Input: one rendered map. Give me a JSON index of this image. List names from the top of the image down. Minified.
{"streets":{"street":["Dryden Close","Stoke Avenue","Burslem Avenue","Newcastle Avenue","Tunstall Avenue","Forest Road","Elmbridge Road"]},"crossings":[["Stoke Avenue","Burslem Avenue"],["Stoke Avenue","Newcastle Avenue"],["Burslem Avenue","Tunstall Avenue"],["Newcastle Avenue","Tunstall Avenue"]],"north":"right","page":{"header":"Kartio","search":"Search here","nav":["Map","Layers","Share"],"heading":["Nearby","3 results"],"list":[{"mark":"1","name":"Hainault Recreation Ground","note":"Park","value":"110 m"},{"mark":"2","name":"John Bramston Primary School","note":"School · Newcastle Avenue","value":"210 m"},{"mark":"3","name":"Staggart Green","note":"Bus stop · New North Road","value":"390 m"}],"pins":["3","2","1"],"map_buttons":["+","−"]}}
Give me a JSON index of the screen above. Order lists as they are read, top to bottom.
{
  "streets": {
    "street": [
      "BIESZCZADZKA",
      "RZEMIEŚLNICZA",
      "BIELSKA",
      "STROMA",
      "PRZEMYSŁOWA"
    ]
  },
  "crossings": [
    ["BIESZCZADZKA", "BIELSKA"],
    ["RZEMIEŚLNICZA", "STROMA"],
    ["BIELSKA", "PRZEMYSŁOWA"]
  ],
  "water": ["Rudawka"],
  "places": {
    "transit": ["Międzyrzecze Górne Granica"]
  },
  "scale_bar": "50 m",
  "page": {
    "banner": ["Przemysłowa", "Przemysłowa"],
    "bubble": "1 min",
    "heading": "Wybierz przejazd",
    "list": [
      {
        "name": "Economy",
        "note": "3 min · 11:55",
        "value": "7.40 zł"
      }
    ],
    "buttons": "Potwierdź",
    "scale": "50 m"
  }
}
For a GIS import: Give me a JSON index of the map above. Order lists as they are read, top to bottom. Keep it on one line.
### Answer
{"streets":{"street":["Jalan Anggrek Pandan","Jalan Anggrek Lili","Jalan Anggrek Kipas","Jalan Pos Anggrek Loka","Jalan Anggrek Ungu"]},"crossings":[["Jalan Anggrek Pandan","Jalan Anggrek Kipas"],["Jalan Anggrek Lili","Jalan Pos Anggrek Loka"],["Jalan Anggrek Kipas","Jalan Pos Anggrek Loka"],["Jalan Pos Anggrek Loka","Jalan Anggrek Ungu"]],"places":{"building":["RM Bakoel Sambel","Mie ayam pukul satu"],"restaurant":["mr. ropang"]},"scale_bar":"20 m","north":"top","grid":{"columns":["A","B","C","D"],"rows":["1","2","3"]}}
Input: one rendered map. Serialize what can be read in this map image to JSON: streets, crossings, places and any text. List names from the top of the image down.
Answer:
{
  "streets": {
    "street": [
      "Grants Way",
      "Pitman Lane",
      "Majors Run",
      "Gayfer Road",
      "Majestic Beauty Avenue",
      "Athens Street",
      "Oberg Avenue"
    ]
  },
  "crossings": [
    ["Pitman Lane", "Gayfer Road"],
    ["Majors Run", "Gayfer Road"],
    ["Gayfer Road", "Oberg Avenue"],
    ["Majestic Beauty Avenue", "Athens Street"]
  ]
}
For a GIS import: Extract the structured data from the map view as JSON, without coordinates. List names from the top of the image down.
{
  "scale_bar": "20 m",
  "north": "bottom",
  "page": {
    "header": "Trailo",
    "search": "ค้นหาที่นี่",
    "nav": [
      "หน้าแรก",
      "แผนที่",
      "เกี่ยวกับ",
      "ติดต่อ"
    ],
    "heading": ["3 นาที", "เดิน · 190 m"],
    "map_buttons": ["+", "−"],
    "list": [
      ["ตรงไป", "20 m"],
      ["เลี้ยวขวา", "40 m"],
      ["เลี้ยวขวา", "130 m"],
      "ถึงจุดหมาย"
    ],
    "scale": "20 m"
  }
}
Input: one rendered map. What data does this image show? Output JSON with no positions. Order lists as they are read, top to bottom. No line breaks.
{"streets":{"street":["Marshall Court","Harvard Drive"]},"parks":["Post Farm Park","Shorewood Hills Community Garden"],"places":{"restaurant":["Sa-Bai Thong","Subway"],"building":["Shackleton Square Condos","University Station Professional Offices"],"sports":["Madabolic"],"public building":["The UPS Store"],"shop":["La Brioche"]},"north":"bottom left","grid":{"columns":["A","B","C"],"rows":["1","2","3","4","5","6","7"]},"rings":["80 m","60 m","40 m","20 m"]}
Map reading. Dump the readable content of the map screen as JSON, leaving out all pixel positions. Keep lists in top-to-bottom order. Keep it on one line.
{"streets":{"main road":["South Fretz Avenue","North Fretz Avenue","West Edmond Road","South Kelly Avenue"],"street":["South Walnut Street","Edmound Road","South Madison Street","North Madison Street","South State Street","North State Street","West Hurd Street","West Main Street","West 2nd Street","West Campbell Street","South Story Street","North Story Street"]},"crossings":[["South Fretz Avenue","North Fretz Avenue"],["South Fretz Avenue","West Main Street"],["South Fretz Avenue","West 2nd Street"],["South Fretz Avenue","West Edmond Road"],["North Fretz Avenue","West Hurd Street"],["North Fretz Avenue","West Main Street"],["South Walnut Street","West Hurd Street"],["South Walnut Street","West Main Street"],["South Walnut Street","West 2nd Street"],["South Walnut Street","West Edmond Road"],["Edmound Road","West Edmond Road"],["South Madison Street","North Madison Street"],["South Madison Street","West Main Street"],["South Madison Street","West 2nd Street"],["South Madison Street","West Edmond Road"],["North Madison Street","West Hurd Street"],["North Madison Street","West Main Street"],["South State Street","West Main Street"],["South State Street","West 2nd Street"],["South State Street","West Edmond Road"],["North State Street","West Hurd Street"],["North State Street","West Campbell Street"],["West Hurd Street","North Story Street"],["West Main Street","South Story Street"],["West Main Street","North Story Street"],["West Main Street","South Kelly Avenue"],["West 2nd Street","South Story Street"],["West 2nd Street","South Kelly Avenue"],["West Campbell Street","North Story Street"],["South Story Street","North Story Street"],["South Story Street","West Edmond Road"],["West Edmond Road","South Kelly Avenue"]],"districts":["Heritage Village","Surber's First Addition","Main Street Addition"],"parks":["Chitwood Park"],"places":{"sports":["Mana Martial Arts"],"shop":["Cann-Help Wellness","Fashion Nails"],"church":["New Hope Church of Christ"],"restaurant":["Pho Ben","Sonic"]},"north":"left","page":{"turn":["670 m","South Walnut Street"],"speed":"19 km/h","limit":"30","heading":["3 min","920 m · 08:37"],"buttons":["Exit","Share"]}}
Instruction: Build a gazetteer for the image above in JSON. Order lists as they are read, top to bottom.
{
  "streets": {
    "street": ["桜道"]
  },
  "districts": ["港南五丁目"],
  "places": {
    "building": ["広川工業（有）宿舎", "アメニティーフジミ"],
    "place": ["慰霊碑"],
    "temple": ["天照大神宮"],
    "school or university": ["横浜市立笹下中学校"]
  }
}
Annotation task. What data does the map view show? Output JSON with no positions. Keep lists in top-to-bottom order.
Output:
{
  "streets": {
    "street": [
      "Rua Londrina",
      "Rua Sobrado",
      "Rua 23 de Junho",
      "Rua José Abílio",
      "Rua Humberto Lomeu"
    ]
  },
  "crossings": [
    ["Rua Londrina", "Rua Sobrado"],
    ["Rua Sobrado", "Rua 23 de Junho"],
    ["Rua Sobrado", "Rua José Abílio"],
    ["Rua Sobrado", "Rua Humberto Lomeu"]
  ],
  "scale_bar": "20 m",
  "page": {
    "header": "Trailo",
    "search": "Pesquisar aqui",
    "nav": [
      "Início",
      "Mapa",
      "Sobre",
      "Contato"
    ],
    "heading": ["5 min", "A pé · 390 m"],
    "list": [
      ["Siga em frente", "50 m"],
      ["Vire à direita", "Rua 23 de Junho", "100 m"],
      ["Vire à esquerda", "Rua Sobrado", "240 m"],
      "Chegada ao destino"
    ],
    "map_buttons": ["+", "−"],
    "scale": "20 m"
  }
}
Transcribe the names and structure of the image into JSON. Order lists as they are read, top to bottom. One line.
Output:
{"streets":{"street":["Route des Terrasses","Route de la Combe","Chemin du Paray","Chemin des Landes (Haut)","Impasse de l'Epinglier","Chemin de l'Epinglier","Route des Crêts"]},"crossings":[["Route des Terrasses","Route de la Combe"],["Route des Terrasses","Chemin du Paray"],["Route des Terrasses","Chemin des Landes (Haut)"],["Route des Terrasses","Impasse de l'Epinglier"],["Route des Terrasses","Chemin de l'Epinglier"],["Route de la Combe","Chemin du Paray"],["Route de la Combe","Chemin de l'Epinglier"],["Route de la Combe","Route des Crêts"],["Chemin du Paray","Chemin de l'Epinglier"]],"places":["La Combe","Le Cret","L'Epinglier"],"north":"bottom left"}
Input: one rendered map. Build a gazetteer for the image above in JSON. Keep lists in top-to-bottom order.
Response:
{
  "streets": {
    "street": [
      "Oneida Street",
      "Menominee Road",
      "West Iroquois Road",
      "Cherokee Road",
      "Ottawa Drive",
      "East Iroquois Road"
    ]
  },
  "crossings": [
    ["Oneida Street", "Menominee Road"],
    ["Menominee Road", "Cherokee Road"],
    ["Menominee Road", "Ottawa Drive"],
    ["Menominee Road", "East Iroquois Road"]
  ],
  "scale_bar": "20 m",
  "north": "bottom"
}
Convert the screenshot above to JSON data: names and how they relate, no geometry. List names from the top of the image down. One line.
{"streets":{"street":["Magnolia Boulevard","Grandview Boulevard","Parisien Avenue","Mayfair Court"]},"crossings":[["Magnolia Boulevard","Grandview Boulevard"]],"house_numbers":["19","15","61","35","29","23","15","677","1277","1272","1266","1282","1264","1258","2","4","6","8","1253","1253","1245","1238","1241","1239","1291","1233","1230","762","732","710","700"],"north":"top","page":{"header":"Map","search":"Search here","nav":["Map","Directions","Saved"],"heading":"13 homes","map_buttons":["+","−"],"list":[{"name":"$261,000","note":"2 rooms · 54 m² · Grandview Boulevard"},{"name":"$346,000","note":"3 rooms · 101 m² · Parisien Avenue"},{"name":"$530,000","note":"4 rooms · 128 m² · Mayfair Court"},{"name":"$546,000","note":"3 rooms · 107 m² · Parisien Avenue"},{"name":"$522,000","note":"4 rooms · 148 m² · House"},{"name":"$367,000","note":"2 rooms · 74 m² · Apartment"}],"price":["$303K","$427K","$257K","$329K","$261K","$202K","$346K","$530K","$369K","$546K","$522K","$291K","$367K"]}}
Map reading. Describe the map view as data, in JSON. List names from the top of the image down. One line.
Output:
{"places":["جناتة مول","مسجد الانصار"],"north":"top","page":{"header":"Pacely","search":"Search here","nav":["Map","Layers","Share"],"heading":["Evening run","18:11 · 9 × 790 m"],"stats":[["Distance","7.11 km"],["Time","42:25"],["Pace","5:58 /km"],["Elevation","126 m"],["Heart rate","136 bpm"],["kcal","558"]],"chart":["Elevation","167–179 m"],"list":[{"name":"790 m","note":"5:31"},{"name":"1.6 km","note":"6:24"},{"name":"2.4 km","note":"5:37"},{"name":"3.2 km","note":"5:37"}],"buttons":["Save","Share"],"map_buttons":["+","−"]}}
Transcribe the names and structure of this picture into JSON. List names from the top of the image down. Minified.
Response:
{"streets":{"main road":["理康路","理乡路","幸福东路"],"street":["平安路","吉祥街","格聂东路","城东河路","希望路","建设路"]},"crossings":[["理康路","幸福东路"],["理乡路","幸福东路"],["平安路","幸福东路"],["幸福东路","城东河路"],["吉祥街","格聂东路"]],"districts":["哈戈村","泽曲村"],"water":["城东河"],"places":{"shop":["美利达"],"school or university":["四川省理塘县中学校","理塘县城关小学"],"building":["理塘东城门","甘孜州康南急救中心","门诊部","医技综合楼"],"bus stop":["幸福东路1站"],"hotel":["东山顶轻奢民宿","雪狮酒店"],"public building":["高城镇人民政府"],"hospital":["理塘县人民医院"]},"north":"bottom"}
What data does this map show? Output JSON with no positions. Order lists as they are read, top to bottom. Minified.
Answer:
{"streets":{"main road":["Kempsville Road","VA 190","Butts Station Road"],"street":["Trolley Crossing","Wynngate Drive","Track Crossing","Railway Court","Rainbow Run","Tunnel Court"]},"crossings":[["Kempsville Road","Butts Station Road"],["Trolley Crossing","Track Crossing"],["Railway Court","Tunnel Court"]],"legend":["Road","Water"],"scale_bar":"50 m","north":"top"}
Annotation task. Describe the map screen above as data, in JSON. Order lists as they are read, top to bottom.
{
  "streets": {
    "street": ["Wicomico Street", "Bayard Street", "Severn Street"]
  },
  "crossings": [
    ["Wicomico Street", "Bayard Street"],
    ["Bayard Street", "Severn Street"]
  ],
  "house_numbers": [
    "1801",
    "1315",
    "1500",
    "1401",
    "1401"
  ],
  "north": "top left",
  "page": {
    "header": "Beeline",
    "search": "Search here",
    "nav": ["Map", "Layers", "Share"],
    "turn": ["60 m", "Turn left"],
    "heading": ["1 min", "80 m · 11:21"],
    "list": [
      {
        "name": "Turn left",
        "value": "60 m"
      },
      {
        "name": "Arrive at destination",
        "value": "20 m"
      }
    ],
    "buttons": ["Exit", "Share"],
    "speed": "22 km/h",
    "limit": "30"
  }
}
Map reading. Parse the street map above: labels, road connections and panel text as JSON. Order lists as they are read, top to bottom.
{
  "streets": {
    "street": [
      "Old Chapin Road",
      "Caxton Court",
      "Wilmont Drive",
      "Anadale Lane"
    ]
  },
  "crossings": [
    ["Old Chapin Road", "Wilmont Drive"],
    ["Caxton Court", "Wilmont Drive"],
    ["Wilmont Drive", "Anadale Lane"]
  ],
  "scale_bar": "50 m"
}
# # # #
_INSTRUCTIONS TO FOLLOW:_ Search the listing above for "Transcribe" and copy every line that has it.

_ANSWER SPACE:_
Transcribe the names and structure of the image into JSON. Order lists as they are read, top to bottom. One line.
Transcribe the names and structure of this picture into JSON. List names from the top of the image down. Minified.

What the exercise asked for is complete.